Can someone please help with more details on how the "greedy" feature selection in
Linear Regression operator works?
In the
Optimize Selection operator, the two greedy algorithms (forward selection and backward elimination) are clearly specified. However, in the case of the
Linear Regression operator, it is not yet clear which algorithm/approach is used in case of the built-in "greedy" feature selection dropdown option for the
Linear Regression operator.
I could not find any elaboration on this in the
documentation for Linear Regression operator. Also, I checked the
source code for this option. According to it -
This class implements an internal forward selection for the linear regression. It uses the Akaike Criterion that is maximized roundwise. Each round the attribute minimizing the akaike criterion is deselected.

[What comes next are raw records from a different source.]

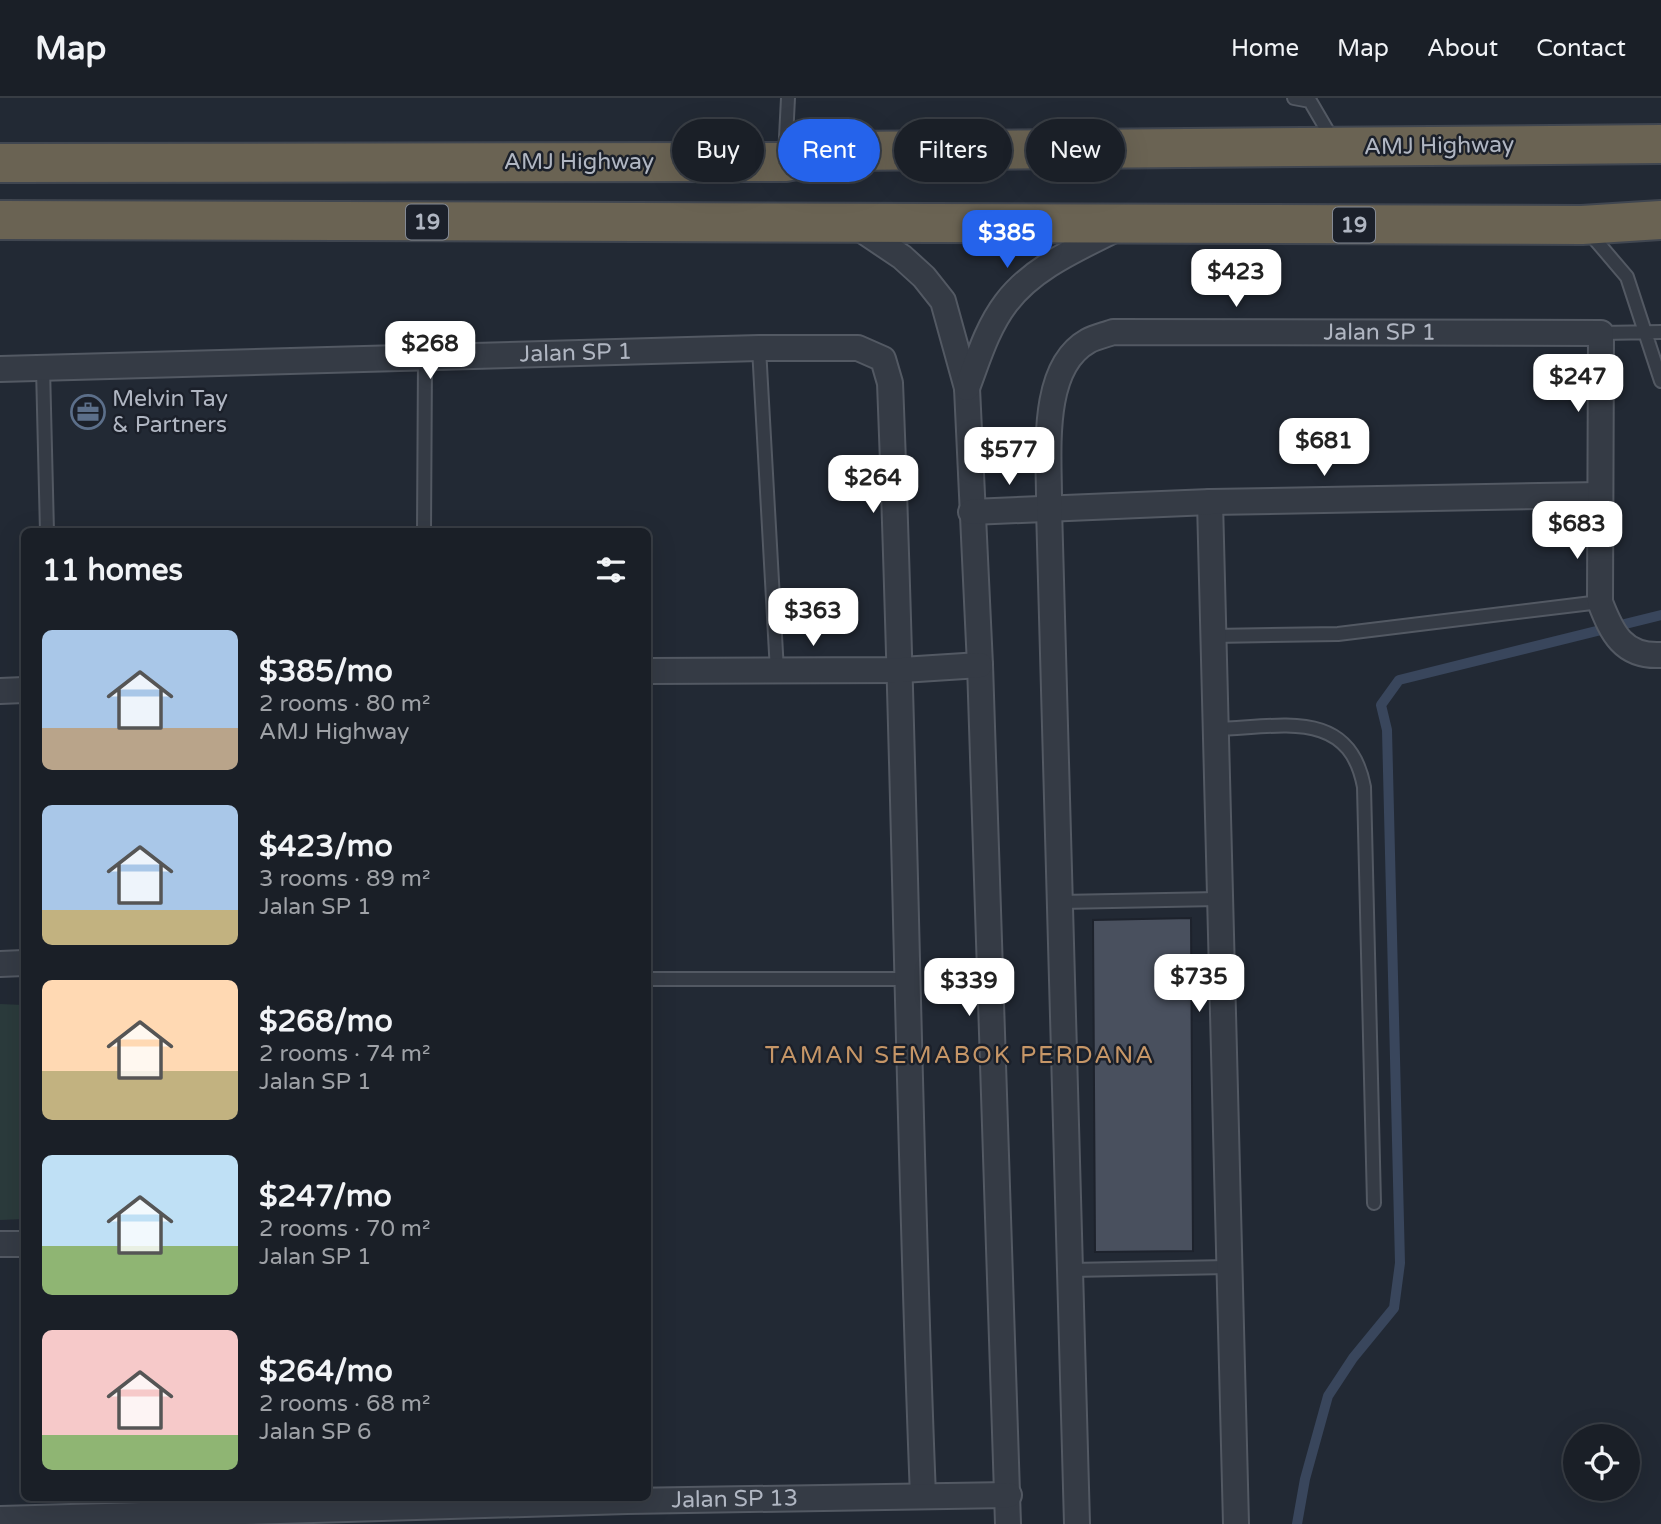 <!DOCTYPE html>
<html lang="en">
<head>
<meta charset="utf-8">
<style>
	:root { --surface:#1a1f27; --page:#272c33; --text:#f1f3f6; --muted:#9fa2a7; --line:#383d44; --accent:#2563eb }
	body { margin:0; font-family:"Varela Round",sans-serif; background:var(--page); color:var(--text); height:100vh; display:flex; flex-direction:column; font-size:26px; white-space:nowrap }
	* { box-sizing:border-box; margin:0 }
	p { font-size:23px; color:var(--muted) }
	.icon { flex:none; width:38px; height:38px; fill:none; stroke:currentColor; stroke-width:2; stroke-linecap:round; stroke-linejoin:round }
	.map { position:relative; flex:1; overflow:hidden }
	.sheet { position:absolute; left:21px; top:430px; width:630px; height:973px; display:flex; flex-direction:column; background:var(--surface); border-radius:10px; box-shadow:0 7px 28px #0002,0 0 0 2px var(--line) }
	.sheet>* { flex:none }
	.banner { position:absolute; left:672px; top:21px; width:665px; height:63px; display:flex; gap:14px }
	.fabs { position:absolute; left:1563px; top:1326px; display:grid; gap:14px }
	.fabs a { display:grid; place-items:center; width:77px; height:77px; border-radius:50%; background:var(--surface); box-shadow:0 7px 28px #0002,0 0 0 2px var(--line); font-size:35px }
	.price { position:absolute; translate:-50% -60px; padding:0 16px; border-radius:14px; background:#fff; color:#222; font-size:23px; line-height:46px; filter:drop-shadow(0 2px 4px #0008) }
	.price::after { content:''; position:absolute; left:50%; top:42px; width:21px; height:16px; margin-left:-10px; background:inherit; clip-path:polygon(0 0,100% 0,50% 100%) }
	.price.current { background:var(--accent); color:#fff }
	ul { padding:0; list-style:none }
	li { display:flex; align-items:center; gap:21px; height:175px; padding:0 21px }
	li span { display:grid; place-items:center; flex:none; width:196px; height:140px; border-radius:10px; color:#555 }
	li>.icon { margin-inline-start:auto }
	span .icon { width:84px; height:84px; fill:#fffc; stroke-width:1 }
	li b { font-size:30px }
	h2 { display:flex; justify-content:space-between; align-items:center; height:84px; padding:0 21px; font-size:30px }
	.pill { padding:0 24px; border-radius:32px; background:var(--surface); box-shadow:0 7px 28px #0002,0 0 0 2px var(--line); font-size:24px; line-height:63px }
	.pill.current { background:var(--accent); color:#fff }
	header { display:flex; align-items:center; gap:42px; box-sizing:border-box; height:98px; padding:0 35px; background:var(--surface); border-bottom:2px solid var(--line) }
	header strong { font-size:33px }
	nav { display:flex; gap:38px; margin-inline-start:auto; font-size:24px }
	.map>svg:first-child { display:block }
	.green { fill:#2b3b3c }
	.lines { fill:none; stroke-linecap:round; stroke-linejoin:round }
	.stream { stroke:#39465c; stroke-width:10 }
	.building { fill:#49505e; stroke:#1d222c; stroke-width:2 }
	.lane-casing { stroke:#535963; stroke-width:16 }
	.street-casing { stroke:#535963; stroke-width:28 }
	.highway-casing { stroke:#404650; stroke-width:42 }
	.lane { stroke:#353b45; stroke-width:12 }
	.street { stroke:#353b45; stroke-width:24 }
	.highway { stroke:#6a6353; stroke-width:38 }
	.labels { text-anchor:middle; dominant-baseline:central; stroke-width:5; stroke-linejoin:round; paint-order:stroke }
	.shield { fill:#1b202a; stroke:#838994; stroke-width:2 }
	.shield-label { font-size:21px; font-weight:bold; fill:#b0b6c2 }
	.street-label { font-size:23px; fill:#b0b6c2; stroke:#1b202a }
	.poi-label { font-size:23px; fill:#b0b6c2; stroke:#1b202a; text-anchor:start }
	.neighbourhood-label { font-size:24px; letter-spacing:2px; fill:#c69667; stroke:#1b202a }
</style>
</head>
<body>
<header>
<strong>Map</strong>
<nav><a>Home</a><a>Map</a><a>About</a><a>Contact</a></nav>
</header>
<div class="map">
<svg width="1661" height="1426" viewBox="0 0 1661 1426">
	<rect width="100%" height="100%" fill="#222934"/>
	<!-- green -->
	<path class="green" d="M0,906L24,907V1121L0,1122Z"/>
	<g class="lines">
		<!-- stream -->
		<path class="stream" d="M1297,1426L1305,1381L1328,1298L1353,1260L1394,1210L1400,1165L1387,632L1381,607L1399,582L1661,517"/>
	</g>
	<!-- building -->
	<path class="building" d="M1191,820L1193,1153L1095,1154L1093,822Z"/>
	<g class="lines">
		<!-- lane casing -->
		<g class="lane-casing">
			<path id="lane" d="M1294,0L1310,3L1334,44
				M785,59L788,0
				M1587,132L1627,179L1661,283
				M1601,235L1661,234
				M759,250L777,573
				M43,270L47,434
				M424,434L425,261
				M1212,538L1338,536L1600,504
				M1214,631C1278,630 1349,608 1364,689L1374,1105
				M1060,804L1218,801
				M648,881H907
				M1070,1172L1229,1169"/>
		</g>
		<!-- street casing -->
		<g class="street-casing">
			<g id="street">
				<path d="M853,126L902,159L924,179L943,203L967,290L980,567L1008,1426"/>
				<path id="s1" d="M0,271L759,250H858L883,261L890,285C905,656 908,1027 923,1398"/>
				<path d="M967,290C978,261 987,230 1006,205C1033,169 1079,150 1118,130"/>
				<path d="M1210,404L1236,1426"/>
				<path d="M971,414L1210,404L1600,397"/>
				<path d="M648,573L902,572L980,567"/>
				<path d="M0,593L24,592"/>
				<path d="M0,866L24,865"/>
				<path d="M0,1146H24"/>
				<path id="s2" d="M0,1421L627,1403L1009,1397"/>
				<path id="s3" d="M1077,1426L1049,410C1050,362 1038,271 1088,243C1095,239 1105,237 1113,234L1601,235L1600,504C1612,535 1623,559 1661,557"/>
			</g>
		</g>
		<!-- highway casing -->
		<g class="highway-casing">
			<path id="highway" d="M0,65L785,64L843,53L1661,46
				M0,122L1582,127L1661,122"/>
		</g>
		<!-- lane -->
		<use href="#lane" class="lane"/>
		<!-- street -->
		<use href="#street" class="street"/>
		<!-- highway -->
		<use href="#highway" class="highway"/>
	</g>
	<!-- icons -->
	<defs>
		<g id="office-ring" transform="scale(1.75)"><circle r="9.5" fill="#1b202a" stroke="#5c6f8a" stroke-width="1.5"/><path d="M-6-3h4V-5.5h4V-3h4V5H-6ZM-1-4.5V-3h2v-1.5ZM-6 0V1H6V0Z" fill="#5c6f8a"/></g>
	</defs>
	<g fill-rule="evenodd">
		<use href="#office-ring" x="88" y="314"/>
	</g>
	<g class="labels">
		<!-- shield labels -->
		<g class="shield">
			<rect x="406" y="106.5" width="42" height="35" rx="5"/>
			<rect x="1333" y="109.5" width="42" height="35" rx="5"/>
		</g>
		<g class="shield-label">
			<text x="427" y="124">19</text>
			<text x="1354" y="127">19</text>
		</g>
		<!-- street labels -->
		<g class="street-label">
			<text transform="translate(1439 48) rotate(-1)">AMJ Highway</text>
			<text x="579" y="64">AMJ Highway</text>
			<text stroke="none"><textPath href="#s3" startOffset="1489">Jalan SP 1</textPath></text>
			<text stroke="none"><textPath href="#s1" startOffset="576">Jalan SP 1</textPath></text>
			<text stroke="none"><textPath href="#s2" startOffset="735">Jalan SP 13</textPath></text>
		</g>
		<!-- poi labels -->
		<g class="poi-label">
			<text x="112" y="301">Melvin Tay<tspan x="112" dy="26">&amp; Partners</tspan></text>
		</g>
		<!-- neighbourhood labels -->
		<g class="neighbourhood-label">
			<text x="960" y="957">TAMAN SEMABOK PERDANA</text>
		</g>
	</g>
</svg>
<div class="fabs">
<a><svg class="icon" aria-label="locate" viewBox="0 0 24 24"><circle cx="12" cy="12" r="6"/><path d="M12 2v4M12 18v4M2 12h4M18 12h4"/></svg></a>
</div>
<b class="price current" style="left:1007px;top:172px">$385</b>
<b class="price" style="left:1236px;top:211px">$423</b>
<b class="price" style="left:430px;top:283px">$268</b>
<b class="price" style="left:1578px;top:316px">$247</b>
<b class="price" style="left:1324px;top:380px">$681</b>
<b class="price" style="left:1009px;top:389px">$577</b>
<b class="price" style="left:873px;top:417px">$264</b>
<b class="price" style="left:1577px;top:463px">$683</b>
<b class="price" style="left:813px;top:550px">$363</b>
<b class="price" style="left:1199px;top:916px">$735</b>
<b class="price" style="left:969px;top:920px">$339</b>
<div class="banner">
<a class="pill">Buy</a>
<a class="pill current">Rent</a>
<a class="pill">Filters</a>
<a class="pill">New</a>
</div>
<section class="sheet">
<h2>11 homes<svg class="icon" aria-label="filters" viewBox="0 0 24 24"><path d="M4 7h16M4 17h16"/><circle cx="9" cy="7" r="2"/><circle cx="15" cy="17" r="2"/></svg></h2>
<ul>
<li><span style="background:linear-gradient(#a9c7e8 70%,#b9a48a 0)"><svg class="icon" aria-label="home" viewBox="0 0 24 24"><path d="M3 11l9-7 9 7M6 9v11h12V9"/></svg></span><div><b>$385/mo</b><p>2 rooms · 80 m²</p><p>AMJ Highway</p></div></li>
<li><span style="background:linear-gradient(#a9c7e8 75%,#c2b280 0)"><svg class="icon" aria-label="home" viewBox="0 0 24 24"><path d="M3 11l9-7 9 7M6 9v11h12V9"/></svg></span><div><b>$423/mo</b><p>3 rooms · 89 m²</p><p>Jalan SP 1</p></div></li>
<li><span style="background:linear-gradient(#ffd9b3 65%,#c2b280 0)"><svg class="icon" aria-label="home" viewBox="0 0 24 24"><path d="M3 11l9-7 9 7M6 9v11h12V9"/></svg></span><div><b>$268/mo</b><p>2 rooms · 74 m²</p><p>Jalan SP 1</p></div></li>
<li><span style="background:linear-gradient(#bfe0f5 65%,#8fb573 0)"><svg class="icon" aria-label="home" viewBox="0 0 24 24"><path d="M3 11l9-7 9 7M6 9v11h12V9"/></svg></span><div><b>$247/mo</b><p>2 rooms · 70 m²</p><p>Jalan SP 1</p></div></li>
<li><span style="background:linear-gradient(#f6c9c9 75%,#8fb573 0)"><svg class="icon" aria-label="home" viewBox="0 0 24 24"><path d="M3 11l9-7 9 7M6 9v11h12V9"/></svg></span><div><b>$264/mo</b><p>2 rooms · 68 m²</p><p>Jalan SP 6</p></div></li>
</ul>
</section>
</div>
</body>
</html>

I am trying to understand the exact model selection process happening here and the description and the code is a bit unclear to me.
1. The above statement says internal forward selection. But the later sentence "..attribute minimizing the akaike criterion is deselected." suggests backward elimination. Which one is it? Can someone elaborate on this?
2. How is AIC criterion computed here? A couple of sources (link1 and link2) suggest AIC for linear regression as n x ln(SSE / n) + 2 (k + 1) where n is the number of observations and k is the number of predictors (one is added for the intercept term). The source code states -
akaike = (numberOfExamples - numberOfUsedAttributes) + 2 * numberOfUsedAttributes;
This is a bit confusing as well. Any insights would be appreciated.